- Exercise requirements -
Copy each line of the entries beneath that contains the word "absolute".

- Records shown -

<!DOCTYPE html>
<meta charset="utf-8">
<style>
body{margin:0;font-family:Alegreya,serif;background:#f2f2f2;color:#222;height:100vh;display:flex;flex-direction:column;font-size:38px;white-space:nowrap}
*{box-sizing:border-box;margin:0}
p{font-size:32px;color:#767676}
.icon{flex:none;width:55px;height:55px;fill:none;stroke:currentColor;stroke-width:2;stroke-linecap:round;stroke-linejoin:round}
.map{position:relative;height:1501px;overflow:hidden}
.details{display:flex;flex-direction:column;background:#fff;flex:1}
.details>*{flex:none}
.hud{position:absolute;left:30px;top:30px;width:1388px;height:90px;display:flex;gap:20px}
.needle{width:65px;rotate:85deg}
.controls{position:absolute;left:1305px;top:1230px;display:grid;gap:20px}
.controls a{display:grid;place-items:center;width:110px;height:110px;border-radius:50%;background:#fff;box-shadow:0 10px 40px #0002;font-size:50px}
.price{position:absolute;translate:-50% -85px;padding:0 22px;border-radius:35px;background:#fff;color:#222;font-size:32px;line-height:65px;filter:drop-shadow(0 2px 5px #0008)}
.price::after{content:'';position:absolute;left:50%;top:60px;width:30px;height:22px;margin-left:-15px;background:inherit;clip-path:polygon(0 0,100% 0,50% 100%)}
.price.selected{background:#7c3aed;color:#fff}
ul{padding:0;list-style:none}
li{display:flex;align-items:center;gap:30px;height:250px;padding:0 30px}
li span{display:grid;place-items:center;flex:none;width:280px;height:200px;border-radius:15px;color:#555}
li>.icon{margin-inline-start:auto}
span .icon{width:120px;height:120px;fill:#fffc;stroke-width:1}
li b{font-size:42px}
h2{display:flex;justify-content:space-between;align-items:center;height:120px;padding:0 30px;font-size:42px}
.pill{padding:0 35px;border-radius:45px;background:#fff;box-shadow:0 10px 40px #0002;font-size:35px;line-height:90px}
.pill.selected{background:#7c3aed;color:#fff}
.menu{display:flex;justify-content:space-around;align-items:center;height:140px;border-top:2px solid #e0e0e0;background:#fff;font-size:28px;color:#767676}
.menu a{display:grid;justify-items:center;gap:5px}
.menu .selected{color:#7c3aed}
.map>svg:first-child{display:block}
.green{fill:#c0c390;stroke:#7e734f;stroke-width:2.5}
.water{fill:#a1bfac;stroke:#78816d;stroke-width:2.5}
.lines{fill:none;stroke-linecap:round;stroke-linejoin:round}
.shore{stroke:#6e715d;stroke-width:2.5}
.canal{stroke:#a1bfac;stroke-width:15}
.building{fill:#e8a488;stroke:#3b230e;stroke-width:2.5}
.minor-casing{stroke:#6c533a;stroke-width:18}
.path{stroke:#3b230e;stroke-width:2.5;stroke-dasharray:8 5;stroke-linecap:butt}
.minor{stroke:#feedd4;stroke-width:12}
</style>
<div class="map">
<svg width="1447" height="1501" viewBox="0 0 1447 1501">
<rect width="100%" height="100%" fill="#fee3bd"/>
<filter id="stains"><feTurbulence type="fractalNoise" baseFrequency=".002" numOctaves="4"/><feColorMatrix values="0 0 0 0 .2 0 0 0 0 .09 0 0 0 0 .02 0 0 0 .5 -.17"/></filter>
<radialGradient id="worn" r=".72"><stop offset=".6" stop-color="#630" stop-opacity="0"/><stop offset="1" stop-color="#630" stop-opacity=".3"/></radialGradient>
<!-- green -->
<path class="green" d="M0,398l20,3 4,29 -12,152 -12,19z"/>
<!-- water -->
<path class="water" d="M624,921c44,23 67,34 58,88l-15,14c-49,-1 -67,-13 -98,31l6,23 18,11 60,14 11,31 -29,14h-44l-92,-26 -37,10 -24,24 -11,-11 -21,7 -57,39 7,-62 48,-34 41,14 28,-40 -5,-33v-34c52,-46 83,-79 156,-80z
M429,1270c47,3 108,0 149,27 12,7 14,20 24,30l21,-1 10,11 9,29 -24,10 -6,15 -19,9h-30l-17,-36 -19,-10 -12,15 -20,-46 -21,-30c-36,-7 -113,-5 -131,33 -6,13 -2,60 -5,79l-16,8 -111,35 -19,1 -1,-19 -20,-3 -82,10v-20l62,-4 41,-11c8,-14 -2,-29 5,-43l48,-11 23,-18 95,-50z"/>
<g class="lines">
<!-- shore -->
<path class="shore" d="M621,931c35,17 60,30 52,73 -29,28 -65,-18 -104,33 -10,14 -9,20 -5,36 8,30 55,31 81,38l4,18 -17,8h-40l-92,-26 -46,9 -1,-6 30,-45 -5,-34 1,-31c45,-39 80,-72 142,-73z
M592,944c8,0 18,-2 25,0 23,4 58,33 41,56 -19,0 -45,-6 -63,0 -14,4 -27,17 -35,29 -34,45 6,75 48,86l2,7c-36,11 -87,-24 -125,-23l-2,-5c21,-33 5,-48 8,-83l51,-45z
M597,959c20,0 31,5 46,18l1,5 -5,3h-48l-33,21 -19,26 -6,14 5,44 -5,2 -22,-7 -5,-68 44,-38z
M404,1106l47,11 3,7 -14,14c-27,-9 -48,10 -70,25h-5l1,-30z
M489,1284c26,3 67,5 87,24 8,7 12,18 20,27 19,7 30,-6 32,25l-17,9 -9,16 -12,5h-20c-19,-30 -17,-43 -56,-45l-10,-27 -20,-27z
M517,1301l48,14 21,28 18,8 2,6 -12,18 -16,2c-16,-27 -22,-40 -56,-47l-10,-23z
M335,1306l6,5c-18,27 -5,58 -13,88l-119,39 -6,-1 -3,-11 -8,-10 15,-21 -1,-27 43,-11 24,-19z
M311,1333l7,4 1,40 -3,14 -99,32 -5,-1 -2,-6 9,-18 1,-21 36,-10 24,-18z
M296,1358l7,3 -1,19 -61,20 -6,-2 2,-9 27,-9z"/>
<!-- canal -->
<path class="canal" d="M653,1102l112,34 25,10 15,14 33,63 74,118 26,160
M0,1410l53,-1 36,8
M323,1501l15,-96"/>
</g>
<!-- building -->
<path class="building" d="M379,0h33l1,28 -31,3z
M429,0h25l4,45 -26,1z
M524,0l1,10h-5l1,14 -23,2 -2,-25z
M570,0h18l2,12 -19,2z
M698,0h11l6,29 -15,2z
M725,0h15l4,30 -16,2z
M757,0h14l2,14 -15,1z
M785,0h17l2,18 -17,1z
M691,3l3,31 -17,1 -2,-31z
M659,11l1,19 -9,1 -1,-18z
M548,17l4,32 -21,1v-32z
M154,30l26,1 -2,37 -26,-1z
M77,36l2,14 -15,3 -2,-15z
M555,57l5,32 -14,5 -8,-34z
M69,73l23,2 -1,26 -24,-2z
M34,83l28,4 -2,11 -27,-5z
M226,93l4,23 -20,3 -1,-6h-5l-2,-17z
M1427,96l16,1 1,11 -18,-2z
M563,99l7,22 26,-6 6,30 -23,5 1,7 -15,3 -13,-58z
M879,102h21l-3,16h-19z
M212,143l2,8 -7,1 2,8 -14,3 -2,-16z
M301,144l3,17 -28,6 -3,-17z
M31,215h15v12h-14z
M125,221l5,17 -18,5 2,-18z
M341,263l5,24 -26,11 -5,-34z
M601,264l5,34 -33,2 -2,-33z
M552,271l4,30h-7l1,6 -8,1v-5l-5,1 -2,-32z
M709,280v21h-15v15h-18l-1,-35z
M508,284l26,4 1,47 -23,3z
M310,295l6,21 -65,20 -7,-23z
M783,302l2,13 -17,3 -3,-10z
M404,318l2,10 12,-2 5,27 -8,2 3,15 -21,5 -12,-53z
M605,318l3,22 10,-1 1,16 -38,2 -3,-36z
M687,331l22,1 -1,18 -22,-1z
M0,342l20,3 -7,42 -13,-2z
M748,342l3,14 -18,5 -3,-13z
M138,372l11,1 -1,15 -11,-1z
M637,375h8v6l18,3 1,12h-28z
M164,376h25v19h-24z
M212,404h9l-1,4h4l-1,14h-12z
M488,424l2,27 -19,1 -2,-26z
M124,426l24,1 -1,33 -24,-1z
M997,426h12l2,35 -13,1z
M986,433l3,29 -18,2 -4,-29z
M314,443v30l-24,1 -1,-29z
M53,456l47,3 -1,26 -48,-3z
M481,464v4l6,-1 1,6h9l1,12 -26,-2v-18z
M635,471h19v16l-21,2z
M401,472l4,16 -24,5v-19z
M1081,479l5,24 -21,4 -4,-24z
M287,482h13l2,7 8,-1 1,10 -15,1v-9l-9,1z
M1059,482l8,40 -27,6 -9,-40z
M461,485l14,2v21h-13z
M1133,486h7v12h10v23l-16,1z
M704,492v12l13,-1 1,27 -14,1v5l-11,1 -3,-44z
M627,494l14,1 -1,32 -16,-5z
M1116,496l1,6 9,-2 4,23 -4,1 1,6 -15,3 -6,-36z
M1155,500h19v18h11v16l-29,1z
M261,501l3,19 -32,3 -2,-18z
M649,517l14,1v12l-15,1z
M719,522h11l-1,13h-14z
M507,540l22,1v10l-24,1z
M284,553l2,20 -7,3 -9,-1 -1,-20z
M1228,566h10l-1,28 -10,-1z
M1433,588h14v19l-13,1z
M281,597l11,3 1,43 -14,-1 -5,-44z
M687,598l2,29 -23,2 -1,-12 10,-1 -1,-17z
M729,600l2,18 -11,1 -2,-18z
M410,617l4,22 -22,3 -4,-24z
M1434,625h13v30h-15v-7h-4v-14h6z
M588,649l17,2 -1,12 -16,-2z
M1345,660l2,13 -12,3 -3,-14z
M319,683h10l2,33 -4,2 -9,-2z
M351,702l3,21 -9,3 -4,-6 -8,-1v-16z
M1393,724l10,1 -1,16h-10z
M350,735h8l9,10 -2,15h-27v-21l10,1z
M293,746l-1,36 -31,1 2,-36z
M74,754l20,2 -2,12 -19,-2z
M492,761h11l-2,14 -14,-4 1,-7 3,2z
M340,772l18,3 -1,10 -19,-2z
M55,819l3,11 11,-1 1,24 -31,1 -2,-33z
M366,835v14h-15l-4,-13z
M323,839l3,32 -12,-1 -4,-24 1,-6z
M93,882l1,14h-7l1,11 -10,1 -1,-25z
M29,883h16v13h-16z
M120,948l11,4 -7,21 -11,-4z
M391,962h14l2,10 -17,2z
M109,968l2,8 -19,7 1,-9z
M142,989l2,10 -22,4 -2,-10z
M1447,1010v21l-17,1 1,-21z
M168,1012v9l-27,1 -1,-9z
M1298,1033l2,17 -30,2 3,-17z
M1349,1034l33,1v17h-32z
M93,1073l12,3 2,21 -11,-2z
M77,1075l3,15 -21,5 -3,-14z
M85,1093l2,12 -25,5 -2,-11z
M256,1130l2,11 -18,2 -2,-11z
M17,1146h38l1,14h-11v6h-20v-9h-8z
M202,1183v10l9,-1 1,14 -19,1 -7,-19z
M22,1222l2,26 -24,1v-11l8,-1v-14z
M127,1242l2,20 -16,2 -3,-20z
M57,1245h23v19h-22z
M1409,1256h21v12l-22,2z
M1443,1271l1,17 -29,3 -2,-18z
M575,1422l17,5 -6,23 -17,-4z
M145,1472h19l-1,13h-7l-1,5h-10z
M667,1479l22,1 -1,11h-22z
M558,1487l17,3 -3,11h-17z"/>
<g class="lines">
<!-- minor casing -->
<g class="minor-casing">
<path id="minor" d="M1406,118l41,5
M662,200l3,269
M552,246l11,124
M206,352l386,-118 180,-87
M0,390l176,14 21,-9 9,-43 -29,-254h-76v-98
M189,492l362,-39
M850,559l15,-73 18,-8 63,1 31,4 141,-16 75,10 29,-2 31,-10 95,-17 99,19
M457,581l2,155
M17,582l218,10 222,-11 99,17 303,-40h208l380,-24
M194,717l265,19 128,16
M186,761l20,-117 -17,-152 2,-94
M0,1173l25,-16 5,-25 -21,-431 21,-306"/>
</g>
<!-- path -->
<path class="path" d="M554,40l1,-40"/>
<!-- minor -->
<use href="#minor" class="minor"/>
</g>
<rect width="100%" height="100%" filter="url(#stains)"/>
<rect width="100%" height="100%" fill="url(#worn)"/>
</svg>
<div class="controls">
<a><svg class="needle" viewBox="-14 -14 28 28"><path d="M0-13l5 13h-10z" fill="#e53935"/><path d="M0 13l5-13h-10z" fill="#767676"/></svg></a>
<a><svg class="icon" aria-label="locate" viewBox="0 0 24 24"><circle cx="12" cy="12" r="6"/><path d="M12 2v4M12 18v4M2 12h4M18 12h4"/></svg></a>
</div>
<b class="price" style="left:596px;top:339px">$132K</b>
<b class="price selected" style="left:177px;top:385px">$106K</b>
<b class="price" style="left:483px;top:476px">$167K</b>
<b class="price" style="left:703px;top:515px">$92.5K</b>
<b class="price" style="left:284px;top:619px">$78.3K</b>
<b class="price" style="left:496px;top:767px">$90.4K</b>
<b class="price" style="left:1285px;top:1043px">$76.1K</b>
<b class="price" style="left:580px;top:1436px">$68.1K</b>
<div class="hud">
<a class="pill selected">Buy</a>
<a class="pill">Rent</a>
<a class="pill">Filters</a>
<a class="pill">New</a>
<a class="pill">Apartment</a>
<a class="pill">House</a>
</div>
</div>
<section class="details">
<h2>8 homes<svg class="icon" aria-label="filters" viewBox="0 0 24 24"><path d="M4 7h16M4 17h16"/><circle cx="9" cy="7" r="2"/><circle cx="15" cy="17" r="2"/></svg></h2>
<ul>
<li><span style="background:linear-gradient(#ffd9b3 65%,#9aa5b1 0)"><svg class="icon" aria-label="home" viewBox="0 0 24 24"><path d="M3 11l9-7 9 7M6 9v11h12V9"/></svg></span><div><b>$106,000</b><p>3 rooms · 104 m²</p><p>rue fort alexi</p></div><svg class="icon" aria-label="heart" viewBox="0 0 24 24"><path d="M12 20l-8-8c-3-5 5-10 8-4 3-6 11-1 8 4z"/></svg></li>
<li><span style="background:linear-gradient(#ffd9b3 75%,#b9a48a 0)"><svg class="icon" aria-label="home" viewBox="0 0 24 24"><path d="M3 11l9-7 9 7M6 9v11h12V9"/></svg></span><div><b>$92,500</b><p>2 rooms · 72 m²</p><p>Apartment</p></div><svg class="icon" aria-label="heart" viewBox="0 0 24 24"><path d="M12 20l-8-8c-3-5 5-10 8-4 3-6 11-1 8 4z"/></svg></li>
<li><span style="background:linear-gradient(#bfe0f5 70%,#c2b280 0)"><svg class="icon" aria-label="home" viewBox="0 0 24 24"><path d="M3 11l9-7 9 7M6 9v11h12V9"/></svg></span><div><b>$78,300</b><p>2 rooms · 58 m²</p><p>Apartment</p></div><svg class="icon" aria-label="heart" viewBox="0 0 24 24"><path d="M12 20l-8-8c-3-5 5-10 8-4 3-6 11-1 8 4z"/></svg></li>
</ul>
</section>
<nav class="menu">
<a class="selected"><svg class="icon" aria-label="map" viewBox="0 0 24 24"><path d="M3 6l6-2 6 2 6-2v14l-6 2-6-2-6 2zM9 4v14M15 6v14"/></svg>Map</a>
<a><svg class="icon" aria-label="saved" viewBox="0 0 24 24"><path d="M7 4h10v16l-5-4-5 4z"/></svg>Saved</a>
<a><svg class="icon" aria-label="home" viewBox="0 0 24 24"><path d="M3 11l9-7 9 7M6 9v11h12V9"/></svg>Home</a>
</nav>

- Exercise output -
.hud{position:absolute;left:30px;top:30px;width:1388px;height:90px;display:flex;gap:20px}
.controls{position:absolute;left:1305px;top:1230px;display:grid;gap:20px}
.price{position:absolute;translate:-50% -85px;padding:0 22px;border-radius:35px;background:#fff;color:#222;font-size:32px;line-height:65px;filter:drop-shadow(0 2px 5px #0008)}
.price::after{content:'';position:absolute;left:50%;top:60px;width:30px;height:22px;margin-left:-15px;background:inherit;clip-path:polygon(0 0,100% 0,50% 100%)}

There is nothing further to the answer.